* [WHAT THIS TASK INVOLVES]: Each line from the first line of the entries through the line holding "2px #6f6c3b) drop-shadow(0" is to be restated word for word; nothing else, and no picture, belongs in the answer.

=== Begin Enclosure ===

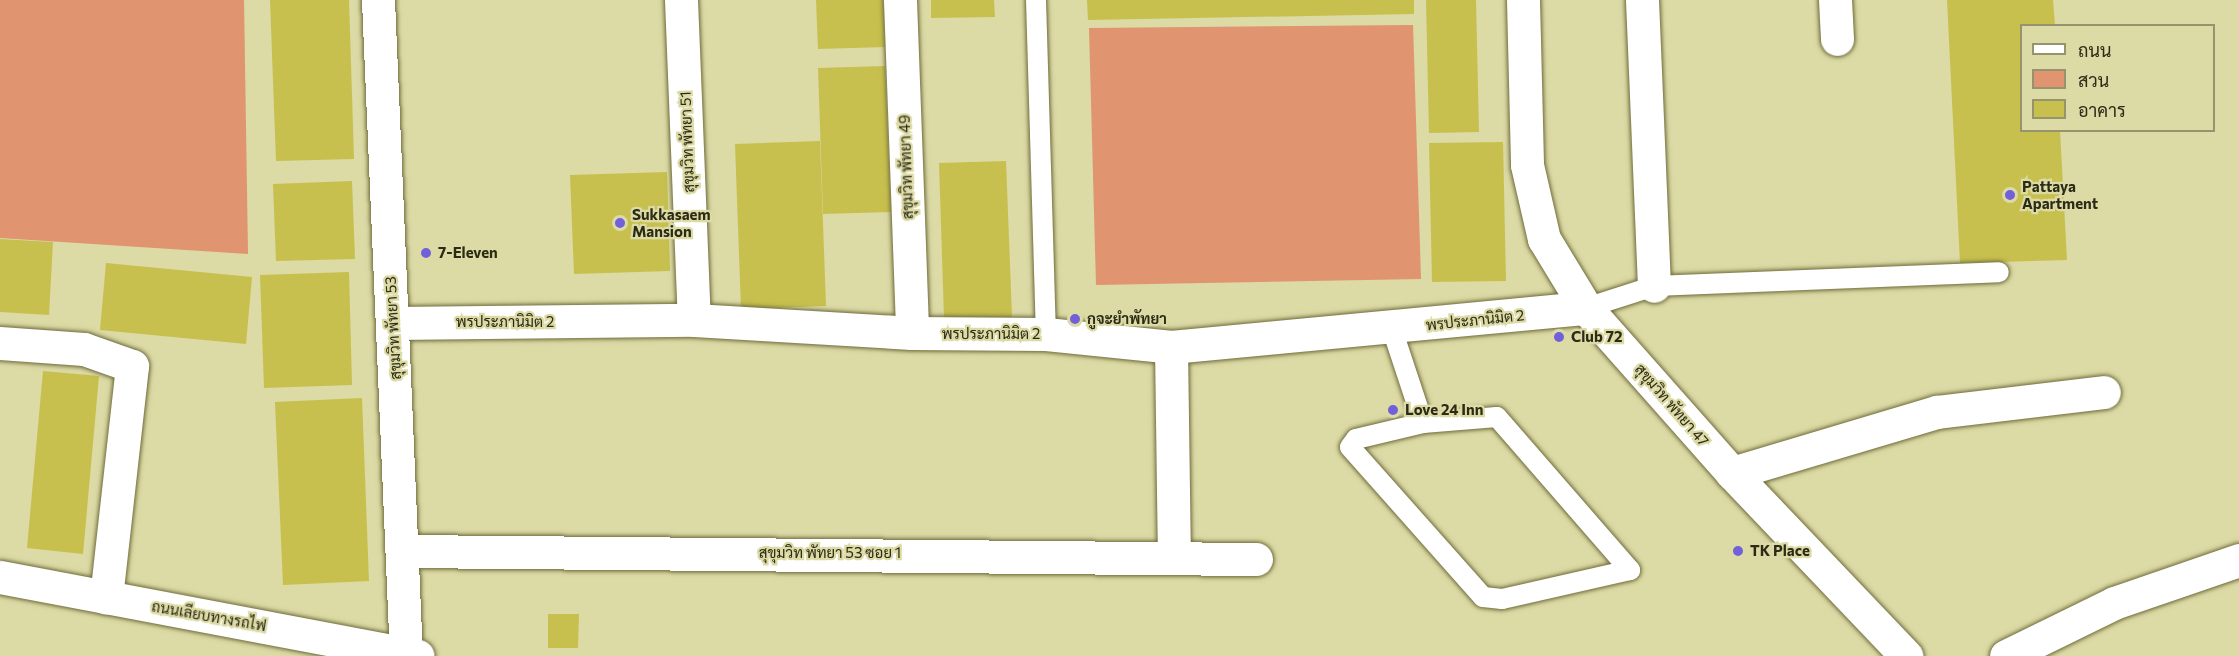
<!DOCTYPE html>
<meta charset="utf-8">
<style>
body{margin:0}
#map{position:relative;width:2239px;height:656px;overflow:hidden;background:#dcdaa5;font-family:Commissioner,Sarabun,sans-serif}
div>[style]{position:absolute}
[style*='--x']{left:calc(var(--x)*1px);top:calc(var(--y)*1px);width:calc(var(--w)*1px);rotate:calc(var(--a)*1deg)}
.green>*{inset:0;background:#e09470}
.building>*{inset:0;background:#c7c04e}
.roads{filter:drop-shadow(0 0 2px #6f6c3b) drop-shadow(0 0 2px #6f6c3b)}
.service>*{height:20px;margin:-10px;padding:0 10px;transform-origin:10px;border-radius:10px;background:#fff}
.minor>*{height:33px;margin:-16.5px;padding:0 16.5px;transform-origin:16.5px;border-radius:16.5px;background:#fff}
.tertiary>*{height:33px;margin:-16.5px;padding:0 16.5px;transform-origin:16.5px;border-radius:16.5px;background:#fff}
.dots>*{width:16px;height:16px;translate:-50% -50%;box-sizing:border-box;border:3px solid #dcdaa5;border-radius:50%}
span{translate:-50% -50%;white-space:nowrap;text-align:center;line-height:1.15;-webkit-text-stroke:4.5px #dcdaa5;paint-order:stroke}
.street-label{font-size:15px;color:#2c2b16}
.poi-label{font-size:15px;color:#2c2b16;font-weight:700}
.left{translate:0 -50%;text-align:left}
.legend{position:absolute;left:2020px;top:24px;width:195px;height:108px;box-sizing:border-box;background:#dcdaa5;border:2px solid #96946c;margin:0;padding:8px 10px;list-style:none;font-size:18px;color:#2c2b16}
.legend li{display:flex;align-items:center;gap:12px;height:30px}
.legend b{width:30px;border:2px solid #96946c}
</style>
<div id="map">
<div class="green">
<div style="clip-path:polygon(0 0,244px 0,248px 254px,0 238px)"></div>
<div style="clip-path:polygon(1413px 25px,1421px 279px,1096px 285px,1089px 28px)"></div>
</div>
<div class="building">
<div style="clip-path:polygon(270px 0,349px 0,354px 159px,276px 161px)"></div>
<div style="clip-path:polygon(816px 0,883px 0,885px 47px,818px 49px)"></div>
<div style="clip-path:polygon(931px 0,994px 0,995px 17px,931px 18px)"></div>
<div style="clip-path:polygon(1087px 0,1414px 0,1414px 14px,1088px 20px)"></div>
<div style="clip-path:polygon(1426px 0,1476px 0,1479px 132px,1429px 133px)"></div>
<div style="clip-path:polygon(1947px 0,2053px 0,2055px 26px,2022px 26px,2022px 130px,2060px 130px,2067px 260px,1960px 263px)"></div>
<div style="clip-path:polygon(885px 66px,891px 212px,823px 214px,818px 68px)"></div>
<div style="clip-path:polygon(820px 141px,826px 306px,741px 309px,735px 144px)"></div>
<div style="clip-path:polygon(1503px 142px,1506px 281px,1432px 282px,1429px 143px)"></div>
<div style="clip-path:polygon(1006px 161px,1012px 317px,944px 318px,939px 163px)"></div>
<div style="clip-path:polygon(667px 172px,670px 271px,574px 274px,570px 175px)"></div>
<div style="clip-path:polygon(352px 181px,355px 259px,276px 261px,273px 184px)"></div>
<div style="clip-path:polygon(0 239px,53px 242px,49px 315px,0 312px)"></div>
<div style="clip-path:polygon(106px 263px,252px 277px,246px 344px,100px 330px)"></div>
<div style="clip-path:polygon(349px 272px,352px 385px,264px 388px,260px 275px)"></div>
<div style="clip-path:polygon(43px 371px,99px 376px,83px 554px,27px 548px)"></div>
<div style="clip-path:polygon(362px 398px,369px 581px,283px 585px,275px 402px)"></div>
<div style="clip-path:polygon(548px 614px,579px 614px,578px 648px,548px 648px)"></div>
</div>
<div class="roads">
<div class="service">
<div style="--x:1036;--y:0;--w:334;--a:88.3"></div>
<div style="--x:1586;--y:308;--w:71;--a:-17.9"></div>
<div style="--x:1654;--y:286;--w:345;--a:-2.3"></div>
<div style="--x:1392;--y:329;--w:99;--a:71.7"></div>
<div style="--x:1423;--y:423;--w:74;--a:-4.6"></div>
<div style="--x:1497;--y:417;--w:203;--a:49"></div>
<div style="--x:1630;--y:570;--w:131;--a:167.2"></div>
<div style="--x:1502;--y:599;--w:19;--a:-174"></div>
<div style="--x:1483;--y:597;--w:200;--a:-131.6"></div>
<div style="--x:1350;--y:447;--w:10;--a:-53"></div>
<div style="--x:1356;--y:439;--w:69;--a:-13.4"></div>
</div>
<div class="minor">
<div style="--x:681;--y:0;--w:320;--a:87.7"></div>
<div style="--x:900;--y:0;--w:333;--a:87.9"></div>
<div style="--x:1642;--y:0;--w:286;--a:87.6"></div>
<div style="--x:1835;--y:0;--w:39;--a:87"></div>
<div style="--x:393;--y:323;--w:301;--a:-0.6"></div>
<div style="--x:694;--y:320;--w:218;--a:3.4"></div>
<div style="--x:912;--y:333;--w:134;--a:0.4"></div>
<div style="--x:1046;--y:334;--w:126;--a:5.9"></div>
<div style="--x:1171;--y:347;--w:417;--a:-5.4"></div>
<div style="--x:0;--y:343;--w:84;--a:4.1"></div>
<div style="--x:84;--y:349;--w:51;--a:19.5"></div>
<div style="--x:132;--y:366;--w:233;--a:96.4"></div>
<div style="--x:1171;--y:347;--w:208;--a:89.2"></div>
<div style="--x:1732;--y:473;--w:214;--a:-16.6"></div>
<div style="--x:1937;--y:412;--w:168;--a:-6.8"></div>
<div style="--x:404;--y:551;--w:852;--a:0.54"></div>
<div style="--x:2006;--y:656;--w:120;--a:-26.1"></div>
<div style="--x:2114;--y:603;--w:132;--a:-19"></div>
</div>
<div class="tertiary">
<div style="--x:378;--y:0;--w:657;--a:87.56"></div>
<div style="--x:1523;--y:0;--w:165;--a:88.6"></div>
<div style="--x:1527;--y:165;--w:76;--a:77.1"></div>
<div style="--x:1544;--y:239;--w:81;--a:58.7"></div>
<div style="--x:1586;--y:308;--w:220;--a:48.5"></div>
<div style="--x:1732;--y:473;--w:253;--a:46.4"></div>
<div style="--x:0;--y:577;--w:425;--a:10.7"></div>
</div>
</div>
<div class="dots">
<div style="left:2010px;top:195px;background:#7260db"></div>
<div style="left:620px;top:223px;background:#7260db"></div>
<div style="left:426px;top:253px;background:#7260db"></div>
<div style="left:1075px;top:319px;background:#7260db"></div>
<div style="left:1559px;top:337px;background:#7260db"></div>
<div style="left:1393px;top:410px;background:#7260db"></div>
<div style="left:1738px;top:551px;background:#7260db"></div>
</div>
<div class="street-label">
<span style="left:687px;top:142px;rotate:-92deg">สุขุมวิท พัทยา 51</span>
<span style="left:906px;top:167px;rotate:-92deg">สุขุมวิท พัทยา 49</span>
<span style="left:1475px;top:320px;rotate:-6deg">พรประภานิมิต 2</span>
<span style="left:505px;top:322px">พรประภานิมิต 2</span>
<span style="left:393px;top:328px;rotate:-93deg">สุขุมวิท พัทยา 53</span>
<span style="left:991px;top:334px">พรประภานิมิต 2</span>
<span style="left:1672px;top:405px;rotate:49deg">สุขุมวิท พัทยา 47</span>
<span style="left:830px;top:553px">สุขุมวิท พัทยา 53 ซอย 1</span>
<span style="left:209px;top:616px;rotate:10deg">ถนนเลียบทางรถไฟ</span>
</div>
<div class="poi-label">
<span class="left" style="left:2022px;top:195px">Pattaya<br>Apartment</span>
<span class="left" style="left:632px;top:223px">Sukkasaem<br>Mansion</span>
<span class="left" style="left:438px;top:253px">7-Eleven</span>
<span class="left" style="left:1087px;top:319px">กูจะยำพัทยา</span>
<span class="left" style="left:1571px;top:337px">Club 72</span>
<span class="left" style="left:1405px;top:410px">Love 24 Inn</span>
<span class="left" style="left:1750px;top:551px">TK Place</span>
</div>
<ul class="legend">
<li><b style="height:8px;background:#fff"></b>ถนน</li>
<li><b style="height:16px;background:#e09470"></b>สวน</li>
<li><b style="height:16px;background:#c7c04e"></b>อาคาร</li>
</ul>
</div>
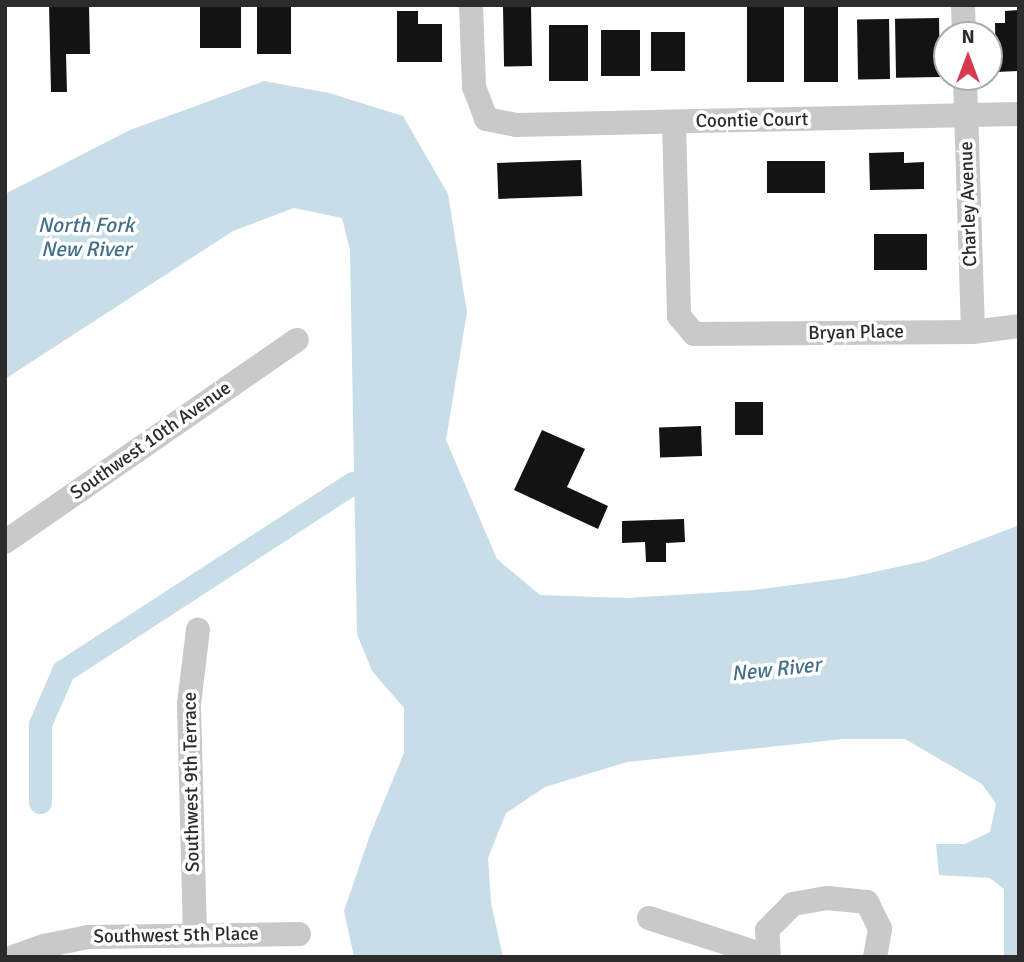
<!DOCTYPE html>
<html>
<head>
<meta charset="utf-8">
<style>
  body { margin:0 }
  #map { position:relative; width:1024px; height:962px; overflow:hidden; background:#fff; font-family:Signika,sans-serif }
  div>[style] { position:absolute }
  [style*='--x'] { left:calc(var(--x)*1px); top:calc(var(--y)*1px); width:calc(var(--w)*1px); rotate:calc(var(--a)*1deg) }
  .water>* { inset:0; background:#c7dde8 }
  .canal>* { height:23px; margin:-11.5px; padding:0 11.5px; transform-origin:11.5px; border-radius:11.5px; background:#c7dde8 }
  .building>* { inset:0; background:#131313; transform-origin:0 0 }
  .street>* { height:24px; margin:-12px; padding:0 12px; transform-origin:12px; border-radius:12px; background:#c9c9c9 }
  span { translate:-50% -50%; white-space:nowrap; text-align:center; line-height:1.15; -webkit-text-stroke:7px #fff; paint-order:stroke }
  .street-label { font-size:19px; color:#2c2c2c }
  .water-label { font-size:21px; color:#417088; font-style:italic }
  .frame { position:absolute; inset:0; border:7px solid #2c2c2c; pointer-events:none }
  .north { position:absolute; left:933px; top:21px; width:70px; height:70px; box-sizing:border-box; background:#fff; border:2px solid #ababab; border-radius:50%; rotate:0deg; font-size:19px; font-weight:700; line-height:28px; text-align:center; color:#2c2c2c }
  .north::after { content:''; display:block; margin:auto; width:24px; height:32px; background:#d8394f; clip-path:polygon(50% 0,100% 100%,50% 72%,0 100%) }
</style>
</head>
<body>
<div id="map">
  <div class="water">
    <div style="clip-path:polygon(264px 81px,329px 93px,403px 116px,448px 194px,467px 312px,446px 440px,497px 559px,540px 595px,627px 598px,755px 590px,846px 578px,925px 561px,1019px 525px,1019px 957px,1004px 957px,1004px 889px,990px 878px,939px 875px,936px 844px,965px 844px,990px 832px,996px 804px,982px 784px,905px 739px,843px 739px,627px 762px,545px 787px,506px 813px,488px 858px,491px 903px,503px 957px,354px 957px,344px 911px,370px 835px,404px 753px,404px 708px,372px 671px,357px 634px,350px 250px,342px 218px,294px 208px,233px 231px,5px 379px,5px 194px,130px 130px)"></div>
  </div>
  <div class="canal">
    <div style="--x:40;--y:802;--w:78;--a:-90"></div>
    <div style="--x:40;--y:724;--w:58;--a:-66.5"></div>
    <div style="--x:63;--y:671;--w:345;--a:-33"></div>
  </div>
  <div class="building">
    <div style="clip-path:polygon(49px 5px,89px 5px,90px 54px,66px 54px,67px 92px,51px 92px)"></div>
    <div style="left:200px;top:5px;width:41px;height:43px"></div>
    <div style="left:257px;top:5px;width:34px;height:49px"></div>
    <div style="left:747px;top:5px;width:37px;height:77px"></div>
    <div style="left:804px;top:5px;width:34px;height:77px"></div>
    <div style="left:531px;top:6px;width:60px;height:28px;rotate:89deg"></div>
    <div style="clip-path:polygon(1019px 10px,1019px 71px,996px 72px,995px 23px,1005px 23px,1005px 11px)"></div>
    <div style="clip-path:polygon(397px 11px,418px 11px,418px 24px,442px 24px,442px 62px,397px 62px)"></div>
    <div style="left:939px;top:18px;width:59px;height:44px;rotate:89deg"></div>
    <div style="left:889px;top:19px;width:60px;height:32px;rotate:89deg"></div>
    <div style="left:549px;top:25px;width:39px;height:56px"></div>
    <div style="left:640px;top:30px;width:46px;height:39px;rotate:90deg"></div>
    <div style="left:685px;top:32px;width:39px;height:34px;rotate:90deg"></div>
    <div style="clip-path:polygon(904px 152px,904px 163px,924px 162px,924px 189px,870px 190px,869px 153px)"></div>
    <div style="left:581px;top:160px;width:36px;height:84px;rotate:88deg"></div>
    <div style="left:767px;top:161px;width:58px;height:32px"></div>
    <div style="left:927px;top:234px;width:36px;height:53px;rotate:90deg"></div>
    <div style="left:763px;top:402px;width:33px;height:28px;rotate:90deg"></div>
    <div style="left:701px;top:426px;width:30px;height:42px;rotate:88deg"></div>
    <div style="clip-path:polygon(542px 430px,585px 449px,567px 487px,608px 506px,598px 529px,514px 490px)"></div>
    <div style="clip-path:polygon(684px 519px,685px 542px,666px 543px,666px 562px,646px 562px,645px 542px,622px 543px,622px 521px)"></div>
  </div>
  <div class="street">
    <div style="--x:471;--y:5;--w:82;--a:87.9"></div>
    <div style="--x:474;--y:87;--w:34;--a:69"></div>
    <div style="--x:486;--y:119;--w:31;--a:11"></div>
    <div style="--x:516;--y:125;--w:503;--a:-1.25"></div>
    <div style="--x:963;--y:5;--w:30;--a:88"></div>
    <div style="--x:965;--y:77;--w:255;--a:88.2"></div>
    <div style="--x:674;--y:123;--w:193;--a:88.5"></div>
    <div style="--x:679;--y:316;--w:23;--a:50"></div>
    <div style="--x:694;--y:334;--w:279;--a:-0.4"></div>
    <div style="--x:973;--y:332;--w:46;--a:-7.4"></div>
    <div style="--x:5;--y:542;--w:355;--a:-34.7"></div>
    <div style="--x:649;--y:918;--w:124;--a:17.9"></div>
    <div style="--x:195;--y:935;--w:231;--a:-91.5"></div>
    <div style="--x:189;--y:704;--w:75;--a:-83.1"></div>
    <div style="--x:13;--y:957;--w:33;--a:-20"></div>
    <div style="--x:44;--y:946;--w:45;--a:-11.6"></div>
    <div style="--x:88;--y:937;--w:211;--a:-0.8"></div>
    <div style="--x:769;--y:957;--w:27;--a:-94"></div>
    <div style="--x:767;--y:930;--w:37;--a:-45"></div>
    <div style="--x:793;--y:904;--w:35;--a:-10"></div>
    <div style="--x:827;--y:898;--w:40;--a:5.7"></div>
    <div style="--x:867;--y:902;--w:30;--a:64"></div>
    <div style="--x:880;--y:929;--w:28;--a:100"></div>
  </div>
  <div class="street-label">
    <span style="left:752px;top:121px;rotate:-1deg">Coontie Court</span>
    <span style="left:969px;top:204px;rotate:-92deg">Charley Avenue</span>
    <span style="left:856px;top:333px;rotate:-1deg">Bryan Place</span>
    <span style="left:151px;top:441px;rotate:-35deg">Southwest 10th Avenue</span>
    <span style="left:192px;top:782px;rotate:-91deg">Southwest 9th Terrace</span>
    <span style="left:176px;top:936px;rotate:-1deg">Southwest 5th Place</span>
  </div>
  <div class="water-label">
    <span style="left:86px;top:237px">North Fork<br>New River</span>
    <span style="left:776px;top:669px;rotate:-6deg">New River</span>
  </div>
  <div class="frame"></div>
  <div class="north">N</div>
</div>
</body>
</html>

=== End Enclosure ===

* [EXERCISE RESULT]:
<!DOCTYPE html>
<meta charset="utf-8">
<style>
body{margin:0}
#map{position:relative;width:2239px;height:656px;overflow:hidden;background:#dcdaa5;font-family:Commissioner,Sarabun,sans-serif}
div>[style]{position:absolute}
[style*='--x']{left:calc(var(--x)*1px);top:calc(var(--y)*1px);width:calc(var(--w)*1px);rotate:calc(var(--a)*1deg)}
.green>*{inset:0;background:#e09470}
.building>*{inset:0;background:#c7c04e}
.roads{filter:drop-shadow(0 0 2px #6f6c3b) drop-shadow(0 0 2px #6f6c3b)}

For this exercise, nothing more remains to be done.